Today, I'm sharing TWO recipes for Salmon. One is more a "on a whim" salmon, and the other is... not. Neither have any real measurements... so good luck :-P


Lemon Dill Salmon
Easy salmon recipe that you can make just about any time. If you don't have a lemon on-hand, you can PROBABLY sprinkle some lemon JUICE on top before cooking and it'll still be yummy.

Ingredients:
Salmon
Dried Dill Weed
Lemon
Olive Oil

Directions:
-Choose enough salmon for each person to have about 2" of salmon steak.
-Put some olive oil in the bottom of a baking pan and lay the salmon, skin side down on top of it.
-Drizzle oil over the salmon and sprinkle generously with dill.
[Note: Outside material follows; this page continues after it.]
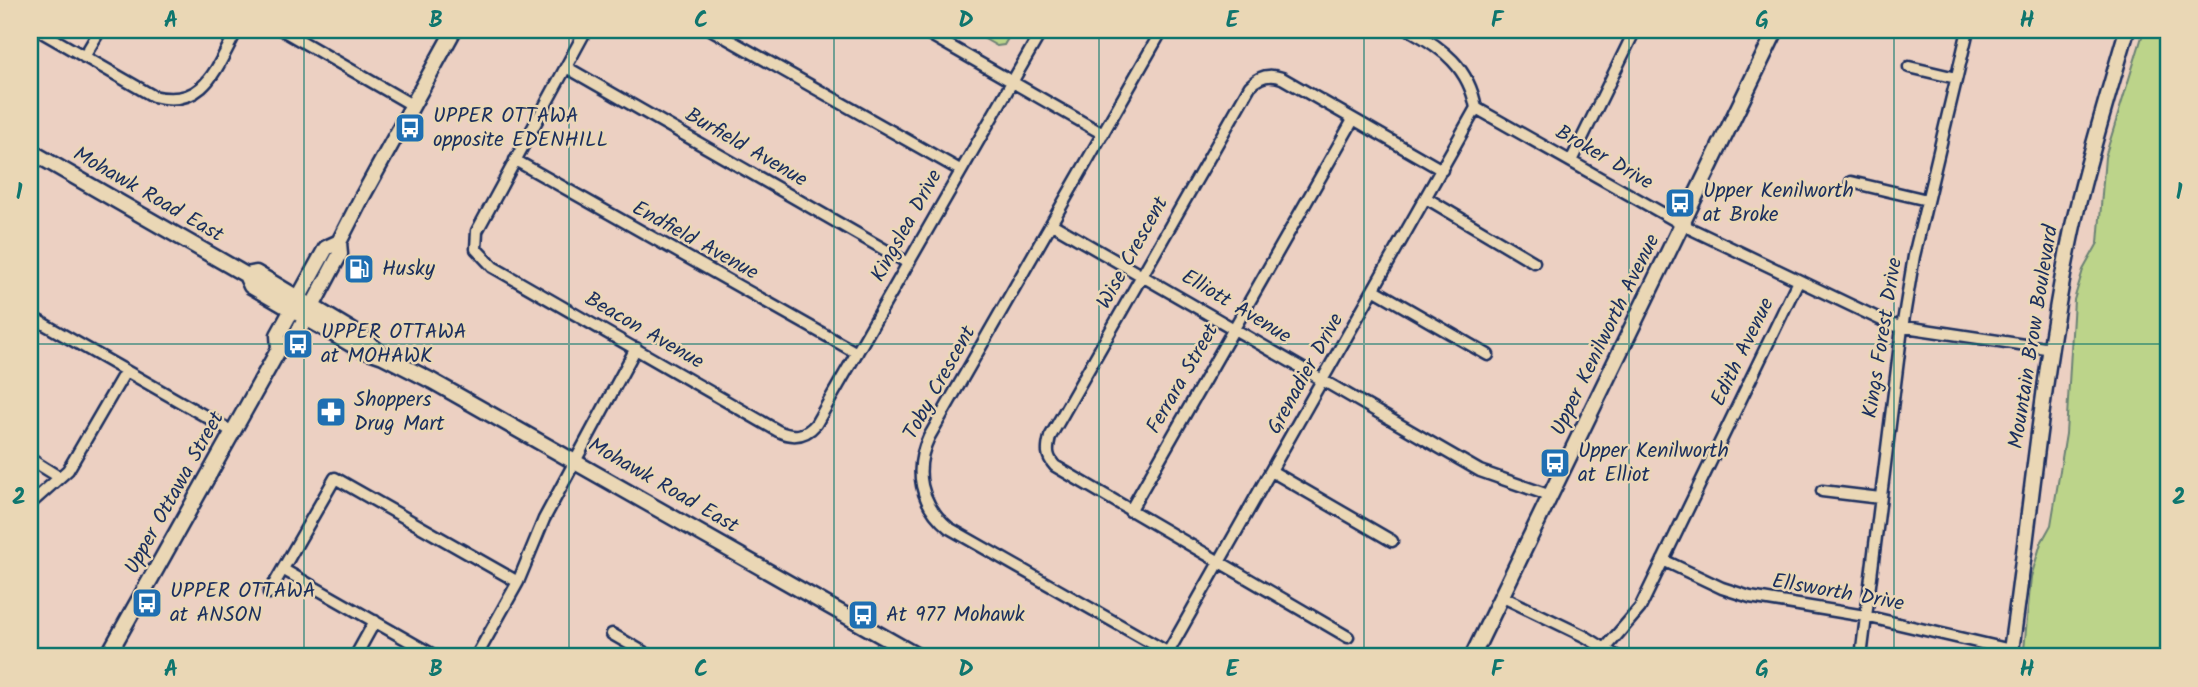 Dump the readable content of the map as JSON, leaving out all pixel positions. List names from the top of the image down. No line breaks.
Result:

You should still be able to see the pink of the salmon through the dill, but this is where almost all your flavor is coming from, so don't be shy.
-Slice a lemon into thin circles, and cover the salmon and dill with the slices
-Cover the pan with tinfoil and bake in an oven at 350* for 45 minutes or until done


Pistachio Encrusted Pesto Salmon
This is like "gourmet" salmon, but super easy - and marvelously decadent. It has a very full flavor that makes people think you tried really hard, even though you could do it in your sleep!

Ingredients:
Salmon
Pesto Sauce (Jarred works, fresh is better - either homemade or from the refrigerated section)
Pistachios - shelled (I shelled mine myself, but if you can afford the extra $$ for the pre-shelled ones.. you'll save your fingers some tenderness)

Directions:
-Choose enough salmon for each person to have about 2" of salmon steak. 
-Coat the bottom of a baking dish with oil and place the salmon, skin side down, in the pan.
-Pile the pesto on top of the salmon- about 1/4 to 1/2 inch thick (no need for oil on top of the salmon, since it's in the Pesto)
-Place the shelled pistachios on top of the pesto - as many as you can, but only about 1 layer thick
-Cover with tinfoil and bake at 350* for 45 minutes or until done.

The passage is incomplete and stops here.